Segment Open

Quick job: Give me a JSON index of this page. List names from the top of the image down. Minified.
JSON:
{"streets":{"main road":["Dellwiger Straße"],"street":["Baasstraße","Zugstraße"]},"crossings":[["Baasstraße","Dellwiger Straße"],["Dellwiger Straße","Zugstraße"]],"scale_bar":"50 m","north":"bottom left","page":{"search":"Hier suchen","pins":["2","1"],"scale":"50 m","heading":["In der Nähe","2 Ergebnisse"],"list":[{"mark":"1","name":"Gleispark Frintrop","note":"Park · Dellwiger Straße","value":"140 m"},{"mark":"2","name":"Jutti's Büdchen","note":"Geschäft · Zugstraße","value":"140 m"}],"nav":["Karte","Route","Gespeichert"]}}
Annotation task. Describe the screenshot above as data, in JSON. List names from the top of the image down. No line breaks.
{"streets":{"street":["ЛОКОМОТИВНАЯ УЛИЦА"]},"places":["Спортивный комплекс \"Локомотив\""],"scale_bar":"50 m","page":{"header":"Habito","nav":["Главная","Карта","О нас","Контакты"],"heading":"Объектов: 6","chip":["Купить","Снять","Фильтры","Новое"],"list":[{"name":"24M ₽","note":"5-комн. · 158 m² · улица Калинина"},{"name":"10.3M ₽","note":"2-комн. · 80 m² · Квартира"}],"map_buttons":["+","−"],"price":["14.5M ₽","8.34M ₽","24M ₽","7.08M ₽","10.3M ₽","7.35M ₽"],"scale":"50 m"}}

Segment Closed

## Task prompt
Please give the records again exactly as they are.

## Exercise answer
Quick job: Give me a JSON index of this page. List names from the top of the image down. Minified.
JSON:
{"streets":{"main road":["Dellwiger Straße"],"street":["Baasstraße","Zugstraße"]},"crossings":[["Baasstraße","Dellwiger Straße"],["Dellwiger Straße","Zugstraße"]],"scale_bar":"50 m","north":"bottom left","page":{"search":"Hier suchen","pins":["2","1"],"scale":"50 m","heading":["In der Nähe","2 Ergebnisse"],"list":[{"mark":"1","name":"Gleispark Frintrop","note":"Park · Dellwiger Straße","value":"140 m"},{"mark":"2","name":"Jutti's Büdchen","note":"Geschäft · Zugstraße","value":"140 m"}],"nav":["Karte","Route","Gespeichert"]}}
Annotation task. Describe the screenshot above as data, in JSON. List names from the top of the image down. No line breaks.
{"streets":{"street":["ЛОКОМОТИВНАЯ УЛИЦА"]},"places":["Спортивный комплекс \"Локомотив\""],"scale_bar":"50 m","page":{"header":"Habito","nav":["Главная","Карта","О нас","Контакты"],"heading":"Объектов: 6","chip":["Купить","Снять","Фильтры","Новое"],"list":[{"name":"24M ₽","note":"5-комн. · 158 m² · улица Калинина"},{"name":"10.3M ₽","note":"2-комн. · 80 m² · Квартира"}],"map_buttons":["+","−"],"price":["14.5M ₽","8.34M ₽","24M ₽","7.08M ₽","10.3M ₽","7.35M ₽"],"scale":"50 m"}}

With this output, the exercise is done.